EXTRACTED INFORMATION Start Marker

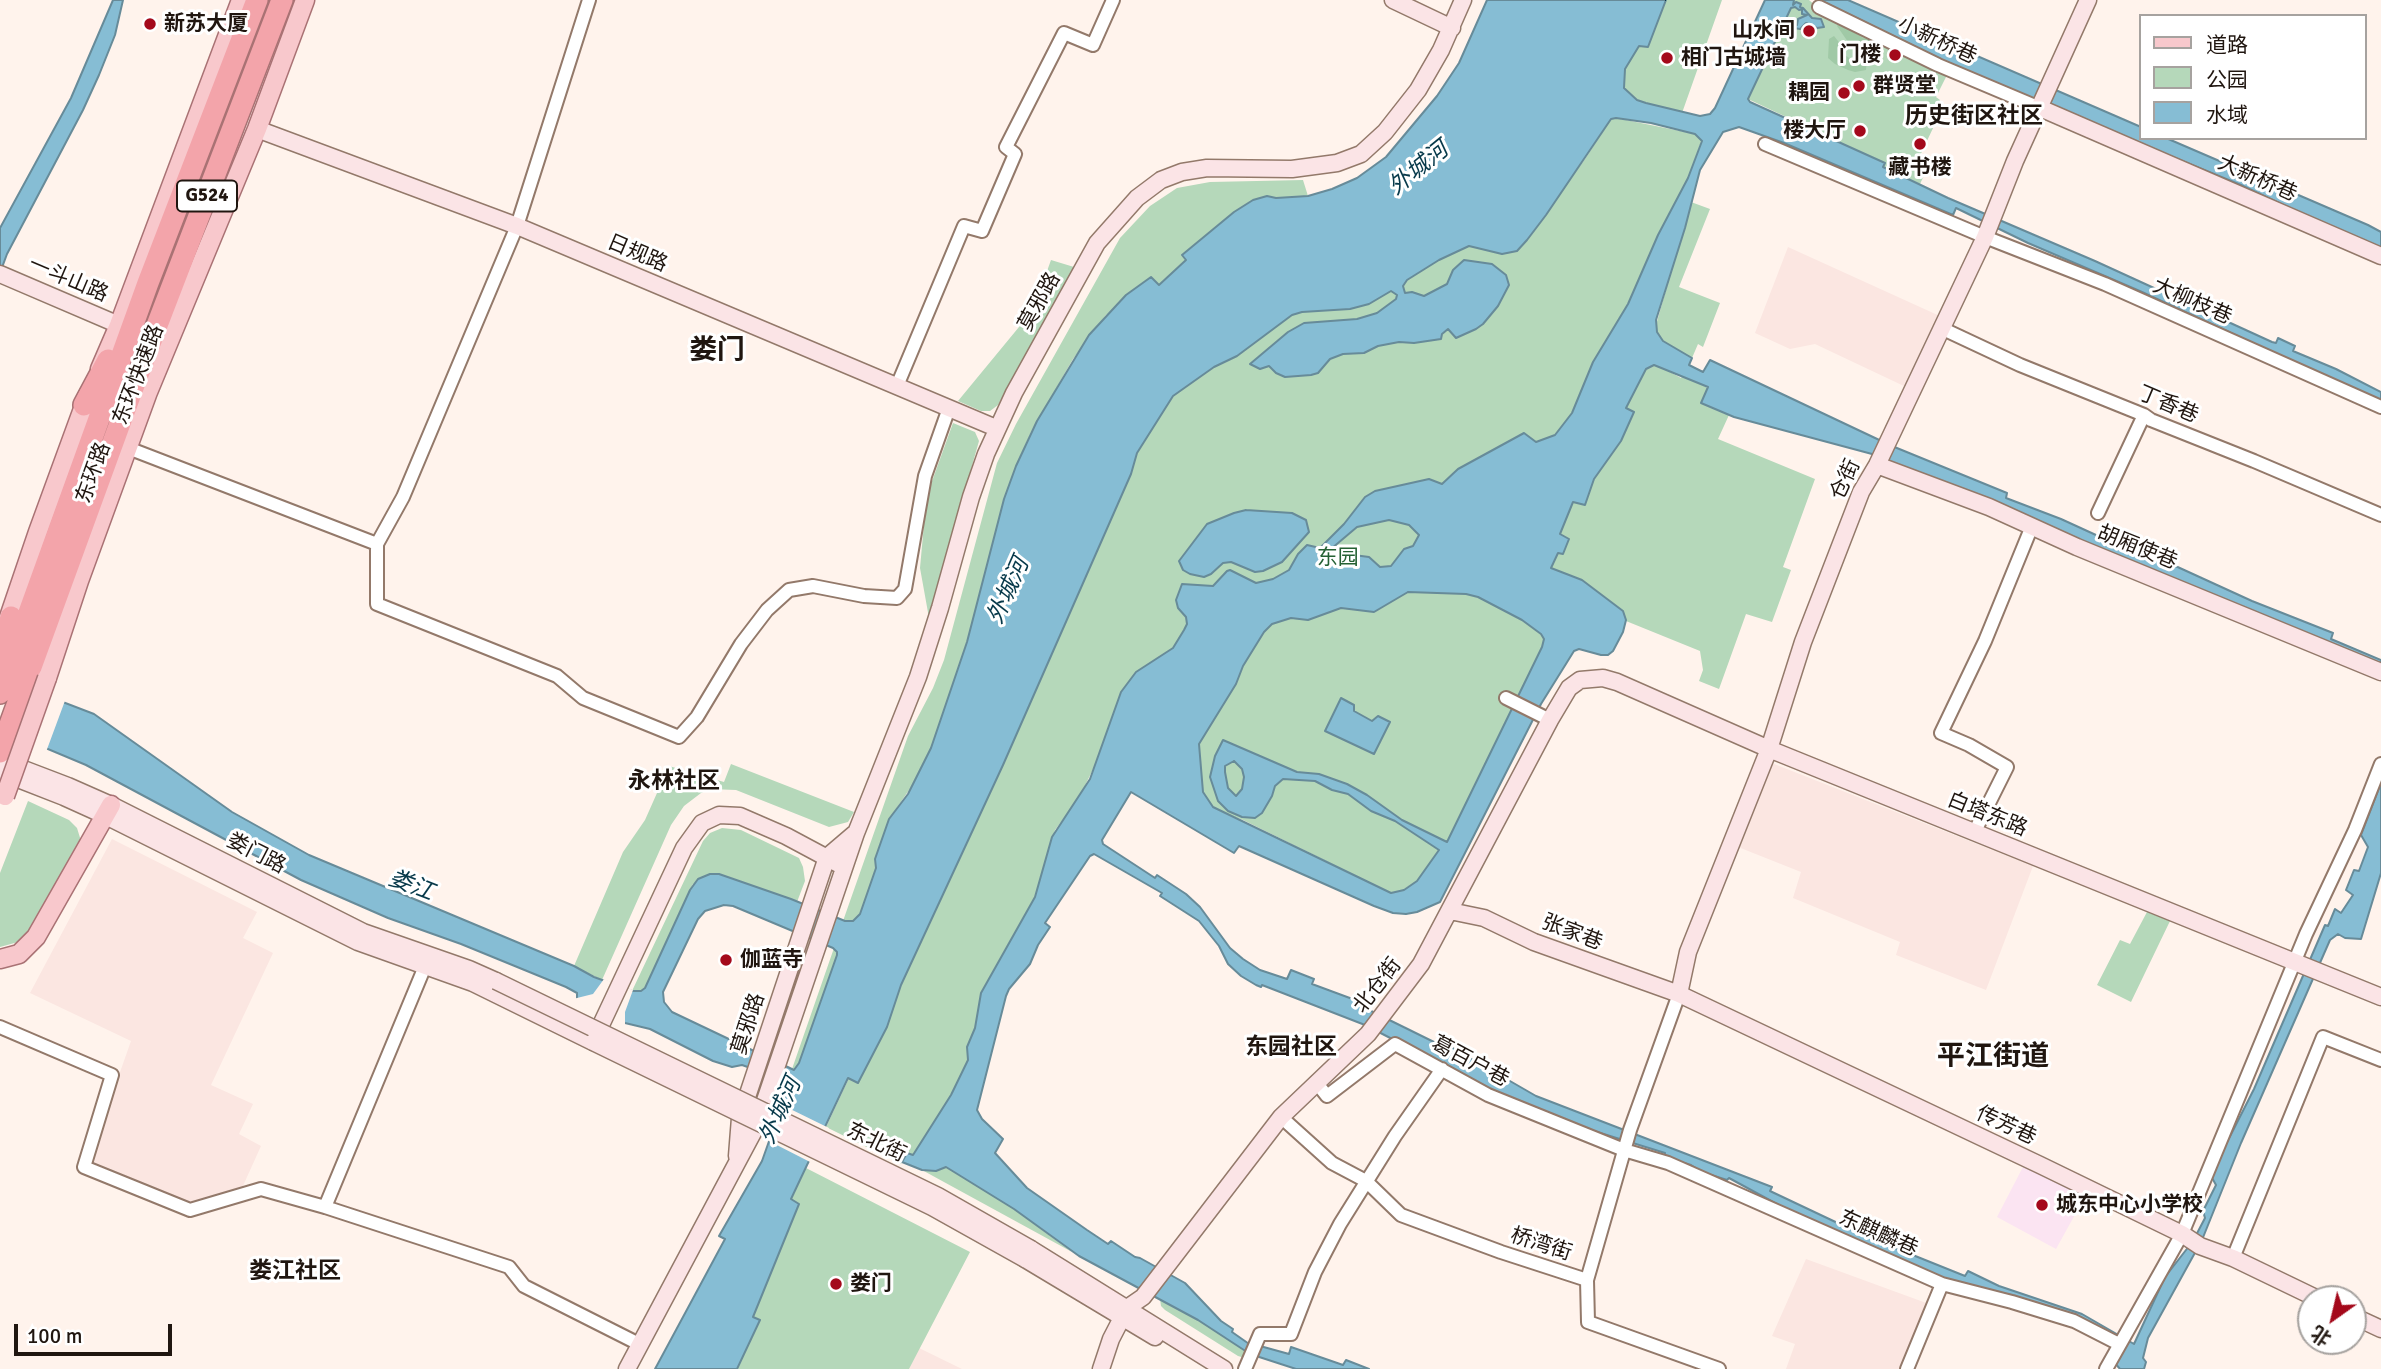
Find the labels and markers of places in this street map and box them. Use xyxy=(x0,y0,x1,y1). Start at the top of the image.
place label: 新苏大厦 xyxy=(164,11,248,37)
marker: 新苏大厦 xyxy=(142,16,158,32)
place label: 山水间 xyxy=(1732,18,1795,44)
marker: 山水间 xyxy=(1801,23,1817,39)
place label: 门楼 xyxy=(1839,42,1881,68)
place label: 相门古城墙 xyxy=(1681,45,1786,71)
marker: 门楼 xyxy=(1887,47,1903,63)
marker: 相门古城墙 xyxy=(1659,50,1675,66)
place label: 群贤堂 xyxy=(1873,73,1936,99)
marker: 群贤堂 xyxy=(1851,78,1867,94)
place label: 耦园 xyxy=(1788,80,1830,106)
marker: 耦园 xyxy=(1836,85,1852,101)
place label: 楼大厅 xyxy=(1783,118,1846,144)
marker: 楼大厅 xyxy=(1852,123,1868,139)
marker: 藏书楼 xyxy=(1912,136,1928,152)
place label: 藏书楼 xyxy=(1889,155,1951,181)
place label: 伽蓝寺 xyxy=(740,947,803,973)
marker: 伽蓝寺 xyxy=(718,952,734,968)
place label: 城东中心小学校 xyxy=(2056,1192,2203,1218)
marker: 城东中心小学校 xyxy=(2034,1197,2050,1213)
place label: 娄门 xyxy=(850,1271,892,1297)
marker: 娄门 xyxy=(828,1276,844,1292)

EXTRACTED INFORMATION End Marker

EXERCISE:
All lines in the preceding records that hold the word "相门古城墙" need to be copied.

RESPONSE TO THE EXERCISE:
place label: 相门古城墙 xyxy=(1681,45,1786,71)
marker: 相门古城墙 xyxy=(1659,50,1675,66)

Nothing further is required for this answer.